### PROMPT
What you return must be the lines of the data that hold the word "service".

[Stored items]
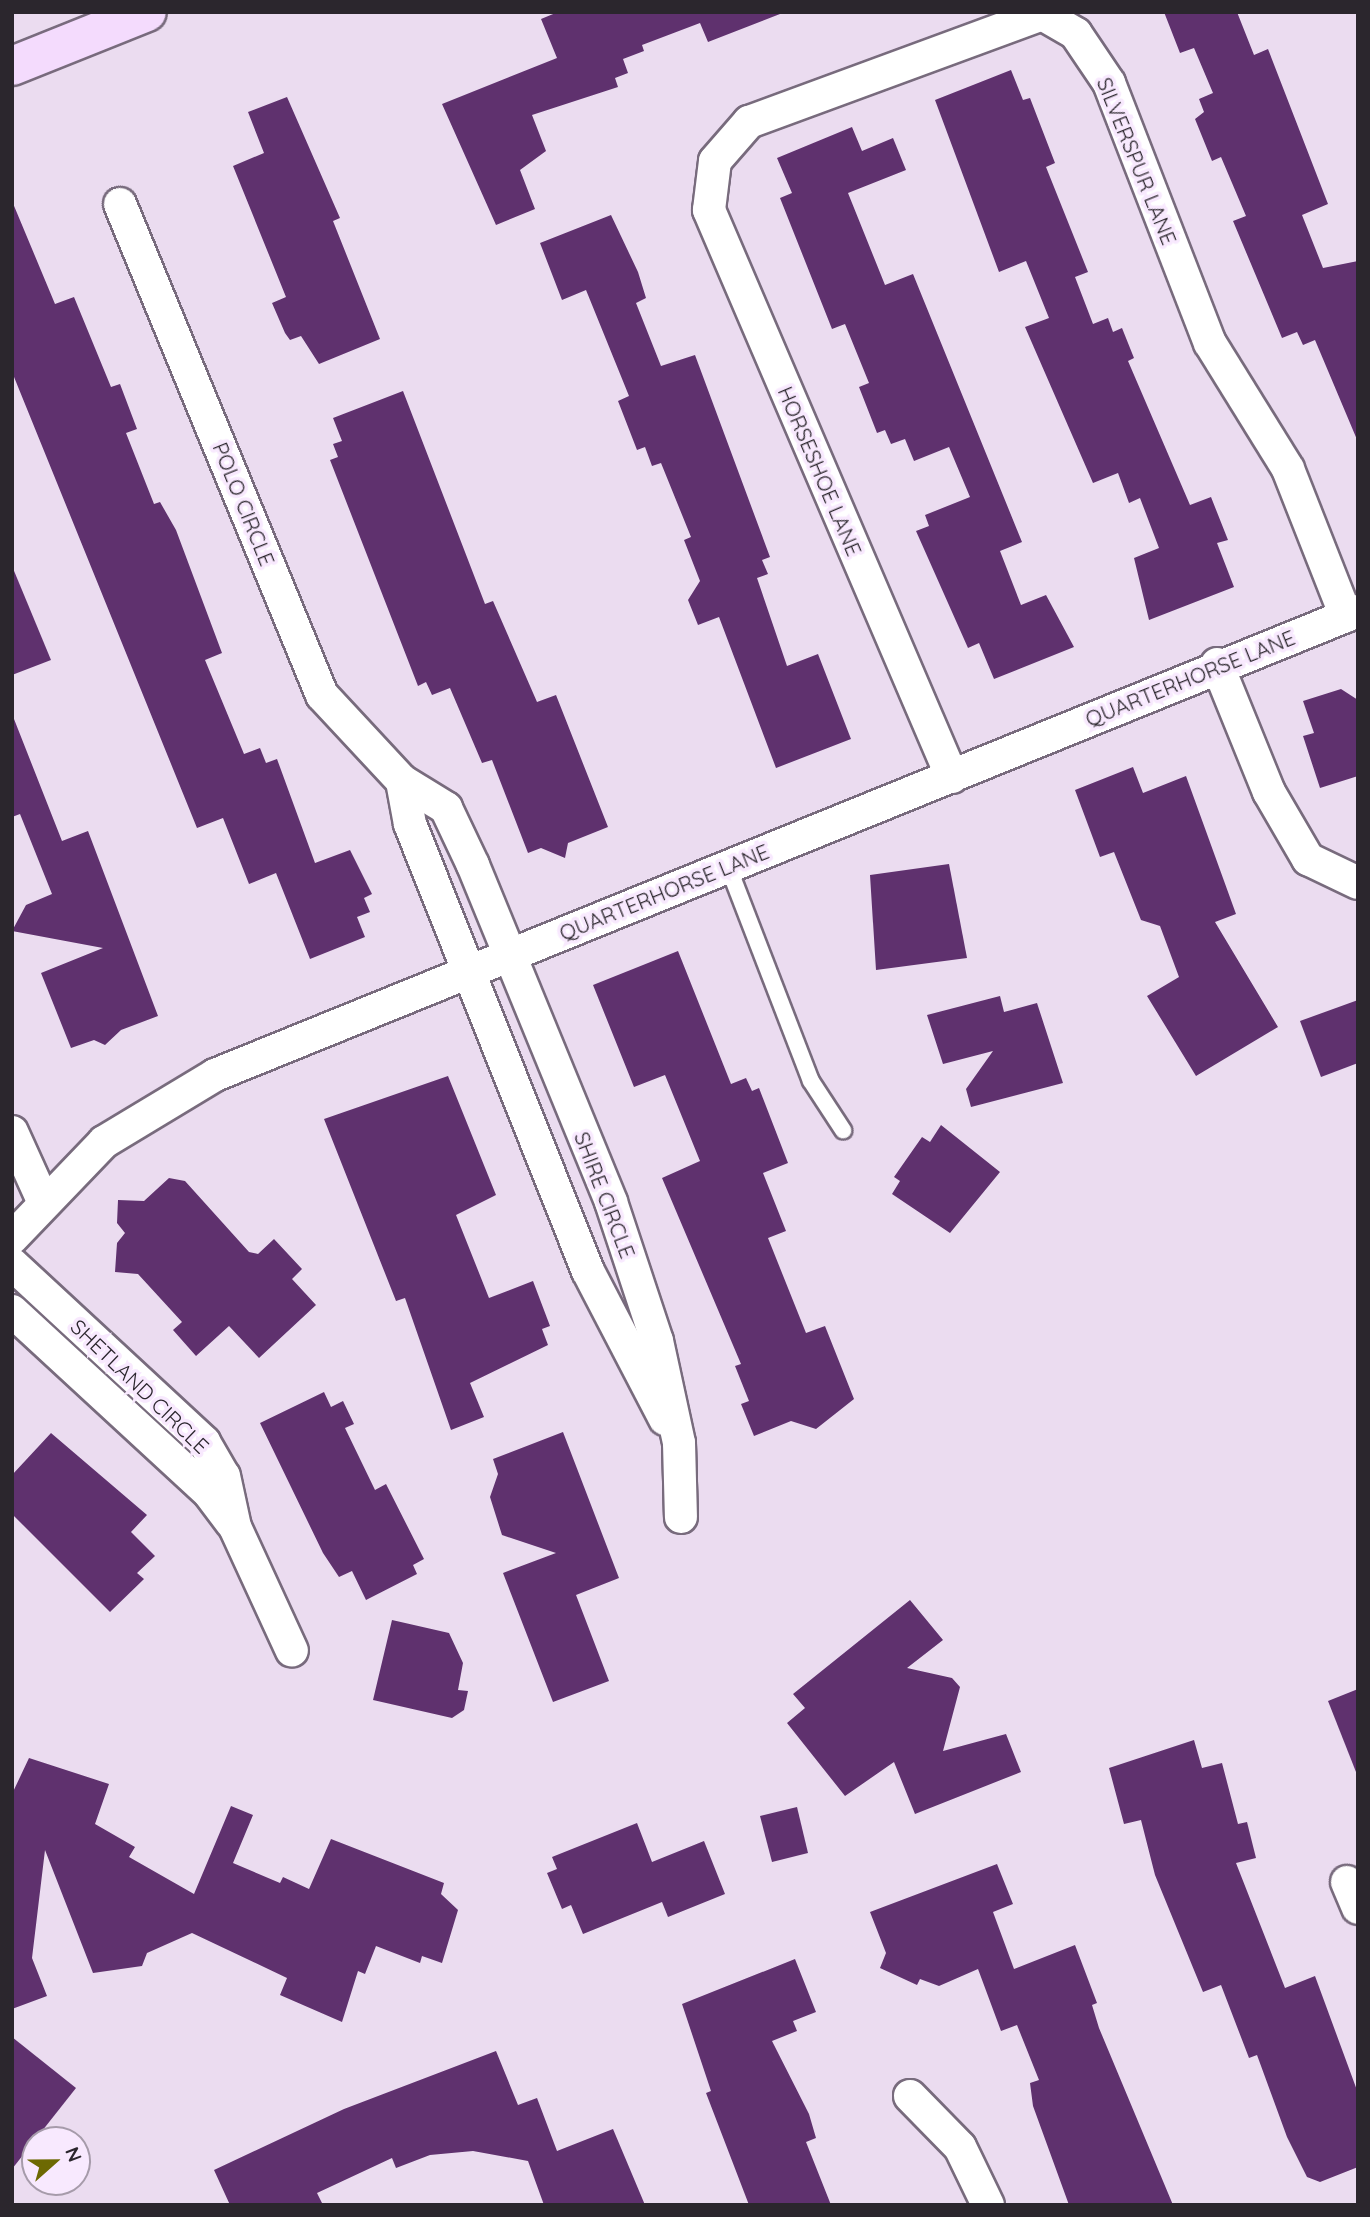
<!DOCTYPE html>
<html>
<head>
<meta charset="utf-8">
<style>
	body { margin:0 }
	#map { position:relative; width:1370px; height:2217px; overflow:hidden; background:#ebdcf0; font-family:Quicksand,sans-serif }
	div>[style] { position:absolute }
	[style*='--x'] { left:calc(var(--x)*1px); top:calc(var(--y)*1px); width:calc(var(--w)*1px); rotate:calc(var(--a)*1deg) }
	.building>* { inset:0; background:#5f316e }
	.roads { filter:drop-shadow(2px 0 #786b7d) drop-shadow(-2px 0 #786b7d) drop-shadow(0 2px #786b7d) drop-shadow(0 -2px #786b7d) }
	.service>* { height:16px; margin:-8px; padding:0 8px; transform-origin:8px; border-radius:8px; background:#fff }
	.minor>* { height:32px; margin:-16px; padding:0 16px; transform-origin:16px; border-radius:16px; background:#fff }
	.secondary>* { height:38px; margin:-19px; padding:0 19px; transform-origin:19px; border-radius:19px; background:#f4dbfd }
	span { translate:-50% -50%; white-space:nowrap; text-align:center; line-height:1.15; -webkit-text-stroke:7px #f8e9fe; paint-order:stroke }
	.street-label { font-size:21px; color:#2b262d }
	.frame { position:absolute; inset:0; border:14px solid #2b262d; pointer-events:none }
	.north { position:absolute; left:21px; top:2126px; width:70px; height:70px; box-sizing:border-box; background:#f8e9fe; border:2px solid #a69baa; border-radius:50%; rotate:69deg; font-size:19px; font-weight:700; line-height:28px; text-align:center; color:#2b262d }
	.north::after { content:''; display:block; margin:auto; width:24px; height:32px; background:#6d6902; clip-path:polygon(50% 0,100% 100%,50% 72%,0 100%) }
</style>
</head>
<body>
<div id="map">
	<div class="building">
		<div style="clip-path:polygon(558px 12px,780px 14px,708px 42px,700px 23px,642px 45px,644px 51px,623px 59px,628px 73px,615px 78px,618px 87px,532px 115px,546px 151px,520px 170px,535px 209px,496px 225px,442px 104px,557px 58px,541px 19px)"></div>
		<div style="clip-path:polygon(1164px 12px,1237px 12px,1254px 55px,1268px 49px,1328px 204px,1302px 215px,1323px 268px,1358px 261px,1358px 442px,1315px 340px,1303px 345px,1297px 332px,1282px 338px,1233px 221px,1246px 216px,1221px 157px,1212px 161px,1195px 119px,1204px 112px,1199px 99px,1213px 93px,1194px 48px,1180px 53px)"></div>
		<div style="clip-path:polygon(1011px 70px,1023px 100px,1030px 98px,1055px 163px,1046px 167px,1088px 272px,1075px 277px,1093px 324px,1108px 318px,1113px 332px,1122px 328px,1134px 358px,1128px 361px,1190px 505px,1211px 497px,1228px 540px,1217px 543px,1234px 587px,1149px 620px,1134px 558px,1159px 548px,1140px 498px,1129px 503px,1118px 473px,1093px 483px,1025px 327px,1049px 318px,1026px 261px,999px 272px,935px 100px)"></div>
		<div style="clip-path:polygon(287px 97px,340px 218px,333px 221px,380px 339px,319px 364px,301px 336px,290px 340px,285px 333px,272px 303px,286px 297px,233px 166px,264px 153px,248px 112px)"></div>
		<div style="clip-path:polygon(852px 127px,862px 151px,893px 138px,906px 170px,848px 193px,885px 285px,913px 274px,1022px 542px,1000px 551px,1021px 605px,1046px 595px,1074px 647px,994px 679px,979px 643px,968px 648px,916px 531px,929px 526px,925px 515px,970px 497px,949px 447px,914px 461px,905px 439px,891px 444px,885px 430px,877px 433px,859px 387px,869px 383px,845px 324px,832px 329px,780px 198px,792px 193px,777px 158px)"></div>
		<div style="clip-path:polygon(12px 201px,55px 304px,74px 297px,111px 387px,120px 384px,137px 429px,126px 433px,154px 504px,160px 502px,176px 530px,222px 653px,205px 660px,244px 754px,260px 748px,266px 763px,277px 759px,315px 863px,350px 850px,372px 894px,364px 898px,370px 912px,357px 917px,365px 937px,310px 959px,276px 873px,249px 884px,223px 818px,197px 828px,12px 372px)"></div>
		<div style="clip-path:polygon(611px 215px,638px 272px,646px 298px,636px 303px,661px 366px,695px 355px,770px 557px,762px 560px,768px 574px,757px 578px,787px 666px,818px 654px,851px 739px,776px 768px,719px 617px,698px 625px,688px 600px,700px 581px,684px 540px,691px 537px,661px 463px,652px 466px,645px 447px,637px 450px,618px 401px,629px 396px,586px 290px,562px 300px,540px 243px)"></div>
		<div style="clip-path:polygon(403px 391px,485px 604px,493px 601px,537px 702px,556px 695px,608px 827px,568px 843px,565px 858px,541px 848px,528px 853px,492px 760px,482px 763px,450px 688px,432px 695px,426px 682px,418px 686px,330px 460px,338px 457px,333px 444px,342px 441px,333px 418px)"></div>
		<div style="clip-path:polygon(12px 566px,51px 660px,12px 675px)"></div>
		<div style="clip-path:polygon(1341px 689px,1358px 700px,1358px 776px,1320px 788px,1303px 736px,1314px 733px,1303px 701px)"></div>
		<div style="clip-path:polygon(14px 719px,62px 841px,88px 831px,158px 1016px,121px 1030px,105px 1045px,94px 1040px,71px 1048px,41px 973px,103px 948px,12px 931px,26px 905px,52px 894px,20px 814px,12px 817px)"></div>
		<div style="clip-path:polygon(1133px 767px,1143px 793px,1186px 776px,1236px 914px,1215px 922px,1278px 1027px,1196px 1076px,1147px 996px,1179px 977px,1160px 926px,1141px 920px,1114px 852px,1100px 857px,1075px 790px)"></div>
		<div style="clip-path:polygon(949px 864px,967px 958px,876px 970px,870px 875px)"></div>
		<div style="clip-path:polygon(678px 951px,731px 1084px,746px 1078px,752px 1091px,759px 1088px,788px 1163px,763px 1173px,786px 1231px,768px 1238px,806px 1333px,825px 1326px,854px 1399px,816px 1429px,791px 1421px,754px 1436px,741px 1404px,749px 1401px,735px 1366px,741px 1364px,662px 1178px,700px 1161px,665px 1075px,634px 1087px,593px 985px)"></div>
		<div style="clip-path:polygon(1000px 996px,1004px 1012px,1037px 1003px,1063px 1083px,971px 1107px,966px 1089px,993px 1051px,943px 1064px,927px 1015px)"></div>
		<div style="clip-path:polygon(1358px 1000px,1358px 1063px,1321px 1077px,1300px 1021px)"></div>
		<div style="clip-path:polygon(448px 1076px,496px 1195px,456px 1215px,489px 1298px,533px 1281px,550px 1326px,542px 1329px,548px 1345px,470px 1383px,484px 1417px,451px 1430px,405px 1298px,396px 1301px,324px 1119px)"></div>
		<div style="clip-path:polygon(941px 1125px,1000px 1172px,950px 1233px,892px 1194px,900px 1181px,894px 1177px,922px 1137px,930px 1142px)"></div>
		<div style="clip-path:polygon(169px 1178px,185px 1181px,249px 1252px,258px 1254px,274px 1239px,302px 1269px,292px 1279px,316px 1305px,259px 1358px,229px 1326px,196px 1356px,173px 1330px,182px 1322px,138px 1274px,115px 1272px,117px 1243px,125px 1233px,117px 1223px,118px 1200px,144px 1201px)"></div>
		<div style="clip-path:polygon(324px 1392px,331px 1407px,343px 1401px,354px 1424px,345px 1428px,375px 1490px,386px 1484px,424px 1559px,413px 1565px,417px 1574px,366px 1600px,352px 1571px,339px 1577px,323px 1553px,260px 1423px)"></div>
		<div style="clip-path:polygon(563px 1432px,619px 1578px,576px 1595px,609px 1681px,553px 1702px,503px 1573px,556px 1553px,502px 1535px,490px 1497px,498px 1474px,493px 1459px)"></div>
		<div style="clip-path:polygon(51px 1433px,147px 1515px,131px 1532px,155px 1556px,137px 1573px,144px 1579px,110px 1612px,12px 1514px,12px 1475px)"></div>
		<div style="clip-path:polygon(910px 1600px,943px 1640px,907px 1668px,952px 1678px,960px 1687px,943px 1751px,1006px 1734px,1021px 1772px,915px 1814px,894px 1762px,845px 1796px,787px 1723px,805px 1708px,793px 1694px)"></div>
		<div style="clip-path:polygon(392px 1620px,449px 1633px,463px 1663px,458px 1690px,468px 1691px,464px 1710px,452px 1718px,373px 1700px)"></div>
		<div style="clip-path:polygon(1358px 1689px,1358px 1772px,1356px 1772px,1328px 1701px)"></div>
		<div style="clip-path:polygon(1194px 1740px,1202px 1768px,1222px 1763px,1238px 1824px,1247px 1822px,1256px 1858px,1236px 1863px,1285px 1988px,1315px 1976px,1358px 2093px,1358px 2167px,1320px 2182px,1307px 2177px,1287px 2137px,1257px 2055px,1249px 2058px,1221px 1985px,1203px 1992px,1155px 1875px,1141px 1820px,1124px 1824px,1109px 1768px)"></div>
		<div style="clip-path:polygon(29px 1758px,109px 1784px,95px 1824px,135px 1847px,129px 1857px,194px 1894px,231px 1806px,253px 1815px,233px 1863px,280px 1883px,283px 1877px,309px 1889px,331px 1839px,444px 1883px,441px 1894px,458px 1910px,442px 1963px,422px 1956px,420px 1963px,376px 1946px,365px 1974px,358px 1971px,342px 2022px,280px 1995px,287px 1978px,192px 1933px,147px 1953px,142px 1966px,93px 1973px,45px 1850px,32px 1958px,47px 1996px,12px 2009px,12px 1794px)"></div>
		<div style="clip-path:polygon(797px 1807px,808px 1853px,772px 1862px,760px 1816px)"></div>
		<div style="clip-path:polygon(637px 1823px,652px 1862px,704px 1841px,725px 1894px,668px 1917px,662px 1902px,583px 1934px,571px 1905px,562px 1909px,547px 1873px,557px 1869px,552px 1857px)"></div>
		<div style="clip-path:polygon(997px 1864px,1013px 1904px,993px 1912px,1014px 1969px,1075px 1945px,1097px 2003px,1092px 2005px,1099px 2028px,1173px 2205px,1069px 2205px,1033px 2106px,1030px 2083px,1039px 2080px,1017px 2025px,1001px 2031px,978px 1969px,939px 1986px,920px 1979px,917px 1985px,880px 1968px,886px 1953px,870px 1912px)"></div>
		<div style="clip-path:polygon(795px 1959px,816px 2012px,793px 2021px,797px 2031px,772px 2041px,809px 2114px,816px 2138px,806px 2142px,831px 2205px,749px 2205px,706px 2093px,711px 2091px,682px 2004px)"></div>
		<div style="clip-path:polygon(12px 2037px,76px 2088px,12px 2169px)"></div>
		<div style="clip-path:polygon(496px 2051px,518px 2105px,537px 2098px,557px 2151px,613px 2129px,645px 2205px,544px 2205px,528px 2161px,473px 2151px,430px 2155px,396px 2168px,392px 2158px,317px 2193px,323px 2205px,230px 2205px,214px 2170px,344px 2109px)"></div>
	</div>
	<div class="roads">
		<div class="service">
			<div style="--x:728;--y:866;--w:230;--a:68.9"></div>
			<div style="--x:811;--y:1081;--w:59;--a:56.9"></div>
		</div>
		<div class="minor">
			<div style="--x:120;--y:204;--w:531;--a:67.64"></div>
			<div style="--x:322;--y:695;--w:117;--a:47.1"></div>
			<div style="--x:402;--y:781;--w:52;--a:31.5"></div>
			<div style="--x:446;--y:808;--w:63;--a:64.7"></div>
			<div style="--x:473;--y:865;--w:364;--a:67.7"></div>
			<div style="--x:611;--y:1202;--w:146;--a:71.7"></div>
			<div style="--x:657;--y:1341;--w:104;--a:77.8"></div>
			<div style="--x:679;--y:1443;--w:74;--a:88.5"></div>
			<div style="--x:1217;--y:664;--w:138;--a:67.9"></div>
			<div style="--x:1269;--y:792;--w:78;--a:59.8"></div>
			<div style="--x:1308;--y:859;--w:55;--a:25.6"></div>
			<div style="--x:952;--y:777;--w:617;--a:-113.2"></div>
			<div style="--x:709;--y:210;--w:49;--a:-83"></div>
			<div style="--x:715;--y:161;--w:52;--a:-48.9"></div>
			<div style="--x:749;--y:122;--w:312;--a:-20.2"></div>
			<div style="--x:1042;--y:14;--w:39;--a:30"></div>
			<div style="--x:1076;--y:34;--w:59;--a:56"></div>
			<div style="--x:1109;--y:83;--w:279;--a:68.8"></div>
			<div style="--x:1210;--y:343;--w:148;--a:58.2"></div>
			<div style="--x:1288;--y:469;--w:158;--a:68.5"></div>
			<div style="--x:402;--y:781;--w:44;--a:79.5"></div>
			<div style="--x:410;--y:824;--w:481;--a:68.3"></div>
			<div style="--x:588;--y:1271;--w:167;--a:62.5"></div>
			<div style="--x:12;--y:1132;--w:78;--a:65.7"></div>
			<div style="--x:12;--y:1238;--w:133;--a:-46.2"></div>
			<div style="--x:104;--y:1142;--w:130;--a:-31.1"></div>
			<div style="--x:215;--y:1075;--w:1234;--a:-22.09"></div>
			<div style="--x:12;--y:1264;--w:262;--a:42.8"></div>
			<div style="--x:204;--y:1442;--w:39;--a:60"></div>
			<div style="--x:224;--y:1476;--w:52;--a:77.8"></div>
			<div style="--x:235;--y:1527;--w:136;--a:65.3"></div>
			<div style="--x:12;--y:1311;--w:270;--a:42.7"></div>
			<div style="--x:210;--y:1494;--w:36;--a:53"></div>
			<div style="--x:1347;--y:1882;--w:28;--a:67"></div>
			<div style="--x:910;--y:2096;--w:71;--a:45.6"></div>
			<div style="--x:960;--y:2147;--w:64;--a:64.2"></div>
		</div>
		<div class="secondary">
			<div style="--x:12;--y:66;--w:145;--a:-21.8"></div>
		</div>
	</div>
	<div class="street-label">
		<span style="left:1137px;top:161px;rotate:68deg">SILVERSPUR LANE</span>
		<span style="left:820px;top:471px;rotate:67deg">HORSESHOE LANE</span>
		<span style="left:244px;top:504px;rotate:68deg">POLO CIRCLE</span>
		<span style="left:1190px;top:678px;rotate:-22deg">QUARTERHORSE LANE</span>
		<span style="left:664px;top:892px;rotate:-22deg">QUARTERHORSE LANE</span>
		<span style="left:605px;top:1195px;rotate:69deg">SHIRE CIRCLE</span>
		<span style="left:140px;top:1386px;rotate:44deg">SHETLAND CIRCLE</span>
	</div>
	<div class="frame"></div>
	<div class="north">N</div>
</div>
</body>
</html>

### OUTPUT BELOW
	.service>* { height:16px; margin:-8px; padding:0 8px; transform-origin:8px; border-radius:8px; background:#fff }
		<div class="service">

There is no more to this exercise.